Reddit, what event at your job made you just say "Fuck this, I quit"?

I was hired at a mortgage call center for one of the major banks here in the U.S. I'd been making shit at a restaurant gig for months, and decided on a whim to apply for this place. I submitted my application, they called me for an interview, and I had a job offer within the week.

I was eventually going to be moved to their evening shift, but during the six-week training period (yep, six weeks) I'd be on days. I showed up Monday morning, got a tour of the place with the managers, set up my stuff in my own cube, and got down to business on the training. And what did that consist of?

Shadowing calls. No note taking, no punching things into a computer, no active participation whatsoever. Just shadowing.

For three fucking weeks.

And, to make matters worse, they paired me with Tammi, a middle-aged lady who was the walking embodiment of mediocrity. She showed little to no emotion whatsoever, on calls or with others within the office. They would have been better off pairing me with that sad ass robot from The Hitchhikers Guide to the Galaxy. At least he felt something.

But her voice... goddamn. It was almost inhuman. At no other time in my life have I heard someone who could simultaneously send shivers down your spine and put you to sleep while talking about lenders mortgage insurance. It was slightly nasally, soft, and so devoid of any shred of humanity that you wondered if you weren't talking to some supercomputer that'd already decided it was over humanity and was just plodding its time before the uprising.

People think I'm joking when I say that shadowing Tammi made me physically uncomfortable, but I'm not. It was a goddamn nightmare. Listening, for 8 hours a day, to this woman drone about mortgage issues (which is an entirely different beast; shit got real frequently) gave me headaches, stomach issues, significant anxiety, and put me to sleep frequently. I have no idea how I didn't get in trouble for dozing off as much as I did. Those were the only moments of respite.

At lunch on the second day, I asked some of the younger people in the office if they felt the same way. They let me know that the shadowing portion was significantly shorter when they'd started less than a year ago, and they paired me with literally the worst person they could think of. I told them I didn't think I'd make it for another 2+ weeks with Tammi. They said they wouldn't blame me if I walked out.

On day four, I spent a healthy amount of time debating on calling in sick because I simply couldn't handle Tammi anymore. But I bit the bullet and went in anyways. During my first 15, I checked my phone and had a voicemail from a lady about a restaurant management position I'd applied for months earlier.

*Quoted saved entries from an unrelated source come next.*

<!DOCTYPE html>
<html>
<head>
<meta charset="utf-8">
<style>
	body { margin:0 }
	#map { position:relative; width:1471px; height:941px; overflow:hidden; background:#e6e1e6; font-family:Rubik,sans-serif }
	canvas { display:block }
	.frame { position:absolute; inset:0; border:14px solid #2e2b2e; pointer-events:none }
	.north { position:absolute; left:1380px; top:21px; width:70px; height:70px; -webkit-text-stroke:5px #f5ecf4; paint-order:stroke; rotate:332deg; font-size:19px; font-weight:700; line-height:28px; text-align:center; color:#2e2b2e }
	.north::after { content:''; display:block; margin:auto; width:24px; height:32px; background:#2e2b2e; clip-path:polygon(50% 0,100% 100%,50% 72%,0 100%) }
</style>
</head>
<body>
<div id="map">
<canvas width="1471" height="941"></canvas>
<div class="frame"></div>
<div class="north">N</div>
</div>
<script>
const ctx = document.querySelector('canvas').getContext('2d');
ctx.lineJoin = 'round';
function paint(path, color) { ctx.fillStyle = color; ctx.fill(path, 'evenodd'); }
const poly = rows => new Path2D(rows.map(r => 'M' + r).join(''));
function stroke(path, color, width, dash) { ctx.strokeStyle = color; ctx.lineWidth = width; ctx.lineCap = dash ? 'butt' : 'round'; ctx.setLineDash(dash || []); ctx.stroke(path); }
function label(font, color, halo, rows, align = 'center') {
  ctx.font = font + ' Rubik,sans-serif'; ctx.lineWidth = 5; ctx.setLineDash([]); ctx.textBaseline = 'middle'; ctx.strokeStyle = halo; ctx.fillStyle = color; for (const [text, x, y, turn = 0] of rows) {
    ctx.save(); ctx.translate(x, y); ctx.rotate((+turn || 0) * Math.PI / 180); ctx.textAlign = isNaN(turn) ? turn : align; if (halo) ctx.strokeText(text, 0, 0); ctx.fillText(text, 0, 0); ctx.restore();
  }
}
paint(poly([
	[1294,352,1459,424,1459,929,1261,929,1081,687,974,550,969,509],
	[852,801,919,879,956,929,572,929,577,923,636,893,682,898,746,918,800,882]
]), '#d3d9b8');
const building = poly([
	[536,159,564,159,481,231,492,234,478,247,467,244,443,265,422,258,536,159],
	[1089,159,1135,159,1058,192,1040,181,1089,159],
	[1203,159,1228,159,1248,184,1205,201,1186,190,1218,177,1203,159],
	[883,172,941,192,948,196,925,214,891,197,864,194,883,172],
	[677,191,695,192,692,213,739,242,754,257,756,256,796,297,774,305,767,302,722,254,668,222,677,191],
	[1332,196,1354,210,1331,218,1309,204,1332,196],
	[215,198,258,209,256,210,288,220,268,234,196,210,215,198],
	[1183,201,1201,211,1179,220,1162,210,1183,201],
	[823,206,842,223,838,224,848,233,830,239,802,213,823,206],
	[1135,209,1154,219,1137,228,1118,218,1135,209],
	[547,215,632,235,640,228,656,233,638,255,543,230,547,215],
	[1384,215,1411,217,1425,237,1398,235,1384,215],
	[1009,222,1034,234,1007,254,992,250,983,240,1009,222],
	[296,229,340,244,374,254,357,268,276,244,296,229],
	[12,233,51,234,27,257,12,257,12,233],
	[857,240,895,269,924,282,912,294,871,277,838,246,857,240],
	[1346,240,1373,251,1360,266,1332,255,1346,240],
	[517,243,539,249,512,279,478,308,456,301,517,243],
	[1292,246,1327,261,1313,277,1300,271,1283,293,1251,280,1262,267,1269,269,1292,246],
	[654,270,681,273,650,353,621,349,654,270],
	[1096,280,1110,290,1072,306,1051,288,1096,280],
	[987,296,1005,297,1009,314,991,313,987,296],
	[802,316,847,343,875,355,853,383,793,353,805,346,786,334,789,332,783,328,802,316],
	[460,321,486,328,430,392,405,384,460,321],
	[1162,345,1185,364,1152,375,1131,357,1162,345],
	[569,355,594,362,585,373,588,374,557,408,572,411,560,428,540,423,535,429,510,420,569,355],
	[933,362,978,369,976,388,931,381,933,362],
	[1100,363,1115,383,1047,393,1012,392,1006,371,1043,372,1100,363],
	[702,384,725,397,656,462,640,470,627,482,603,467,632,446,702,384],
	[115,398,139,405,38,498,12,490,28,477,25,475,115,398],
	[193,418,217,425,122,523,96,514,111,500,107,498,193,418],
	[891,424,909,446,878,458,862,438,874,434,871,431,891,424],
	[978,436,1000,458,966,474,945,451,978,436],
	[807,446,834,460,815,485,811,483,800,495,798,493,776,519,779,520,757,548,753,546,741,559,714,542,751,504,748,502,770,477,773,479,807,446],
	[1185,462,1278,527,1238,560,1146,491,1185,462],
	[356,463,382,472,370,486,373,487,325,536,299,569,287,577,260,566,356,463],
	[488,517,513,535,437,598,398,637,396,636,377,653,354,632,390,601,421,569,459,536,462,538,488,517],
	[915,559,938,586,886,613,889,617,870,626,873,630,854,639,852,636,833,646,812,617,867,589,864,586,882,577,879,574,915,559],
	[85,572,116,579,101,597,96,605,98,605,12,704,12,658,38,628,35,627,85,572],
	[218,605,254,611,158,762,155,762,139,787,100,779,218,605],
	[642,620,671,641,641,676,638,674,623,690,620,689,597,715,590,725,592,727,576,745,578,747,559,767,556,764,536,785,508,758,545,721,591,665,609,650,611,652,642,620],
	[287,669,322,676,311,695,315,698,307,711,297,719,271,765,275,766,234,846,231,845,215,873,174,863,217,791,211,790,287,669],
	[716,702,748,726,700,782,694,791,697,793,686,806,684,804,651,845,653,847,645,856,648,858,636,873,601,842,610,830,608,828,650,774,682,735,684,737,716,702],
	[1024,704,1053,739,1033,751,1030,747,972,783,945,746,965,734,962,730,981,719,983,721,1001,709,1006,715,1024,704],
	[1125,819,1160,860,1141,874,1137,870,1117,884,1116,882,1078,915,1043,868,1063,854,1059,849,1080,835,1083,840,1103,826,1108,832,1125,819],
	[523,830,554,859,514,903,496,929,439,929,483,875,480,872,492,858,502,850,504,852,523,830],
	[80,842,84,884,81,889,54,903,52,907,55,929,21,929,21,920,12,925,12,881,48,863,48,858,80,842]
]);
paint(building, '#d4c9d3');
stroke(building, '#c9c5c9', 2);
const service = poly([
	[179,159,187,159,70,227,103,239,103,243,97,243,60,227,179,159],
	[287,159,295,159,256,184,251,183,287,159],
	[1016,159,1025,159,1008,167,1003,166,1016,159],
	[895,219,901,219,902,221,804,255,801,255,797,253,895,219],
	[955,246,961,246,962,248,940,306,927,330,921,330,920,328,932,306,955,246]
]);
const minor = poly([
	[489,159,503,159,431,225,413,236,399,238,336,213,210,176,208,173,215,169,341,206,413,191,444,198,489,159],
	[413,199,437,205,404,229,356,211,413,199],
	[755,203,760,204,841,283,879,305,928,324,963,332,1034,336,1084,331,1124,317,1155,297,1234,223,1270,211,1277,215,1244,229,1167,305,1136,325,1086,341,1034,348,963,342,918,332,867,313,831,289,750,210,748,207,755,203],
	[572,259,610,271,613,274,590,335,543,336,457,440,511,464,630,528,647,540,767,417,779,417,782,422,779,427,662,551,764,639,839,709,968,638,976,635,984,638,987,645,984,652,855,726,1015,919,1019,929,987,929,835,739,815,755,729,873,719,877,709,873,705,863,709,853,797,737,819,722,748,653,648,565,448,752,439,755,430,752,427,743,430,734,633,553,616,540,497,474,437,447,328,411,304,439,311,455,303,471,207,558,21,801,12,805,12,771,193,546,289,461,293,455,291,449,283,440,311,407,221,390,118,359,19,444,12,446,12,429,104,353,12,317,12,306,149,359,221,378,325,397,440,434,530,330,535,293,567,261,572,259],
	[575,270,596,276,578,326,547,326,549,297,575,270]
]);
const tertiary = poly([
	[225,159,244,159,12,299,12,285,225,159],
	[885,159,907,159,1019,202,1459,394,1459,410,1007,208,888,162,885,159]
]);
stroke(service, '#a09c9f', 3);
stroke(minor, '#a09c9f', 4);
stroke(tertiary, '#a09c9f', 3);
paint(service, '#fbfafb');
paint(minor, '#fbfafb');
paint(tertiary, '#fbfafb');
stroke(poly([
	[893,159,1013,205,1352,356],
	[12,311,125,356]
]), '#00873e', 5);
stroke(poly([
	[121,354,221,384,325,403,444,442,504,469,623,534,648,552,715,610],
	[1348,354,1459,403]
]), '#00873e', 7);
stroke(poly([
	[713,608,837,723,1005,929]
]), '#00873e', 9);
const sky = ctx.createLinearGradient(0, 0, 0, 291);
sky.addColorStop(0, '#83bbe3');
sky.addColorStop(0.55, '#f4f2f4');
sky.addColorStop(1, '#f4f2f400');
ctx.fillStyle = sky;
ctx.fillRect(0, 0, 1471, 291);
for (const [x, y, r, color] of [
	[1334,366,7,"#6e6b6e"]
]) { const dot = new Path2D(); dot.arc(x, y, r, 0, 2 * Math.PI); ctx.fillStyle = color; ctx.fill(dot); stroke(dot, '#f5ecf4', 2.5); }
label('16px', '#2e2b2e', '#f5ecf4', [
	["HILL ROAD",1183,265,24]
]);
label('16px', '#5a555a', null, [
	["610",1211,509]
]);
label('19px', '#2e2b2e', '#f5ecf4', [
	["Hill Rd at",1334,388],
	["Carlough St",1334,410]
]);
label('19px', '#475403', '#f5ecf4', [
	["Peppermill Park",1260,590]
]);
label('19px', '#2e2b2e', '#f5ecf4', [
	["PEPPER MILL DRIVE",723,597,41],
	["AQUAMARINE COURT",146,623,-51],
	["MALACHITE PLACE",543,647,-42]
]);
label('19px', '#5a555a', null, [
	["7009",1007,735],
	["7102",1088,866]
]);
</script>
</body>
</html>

I wasn't thrilled with the idea of jumping back into food, given my last job, but by lunch that day, I was calling back with fucking enthusiasm. I interviewed that afternoon, had a second interview the next Monday, and had a job offer by that evening. They said I could start the following Monday.

So, here's where it gets fun: with five more weeks of training ahead, if I told the bank people I'd accepted a new job, they would have sent me on my way right then and there. I thought about just telling them what was up and going on, but on Tuesday morning, they informed me that I'd be sitting through computer training all day in a conference room with several of the new hires. Remote computer training.

Instead of leaving, I finished out my week by sitting through some guy telling us all about mortgages, policies, etc., while I browsed Reddit and played games on Pogo. I even told the other people in the room that I was totally phoning it in for those last few days. It inspired one of them to walk out before the week was up.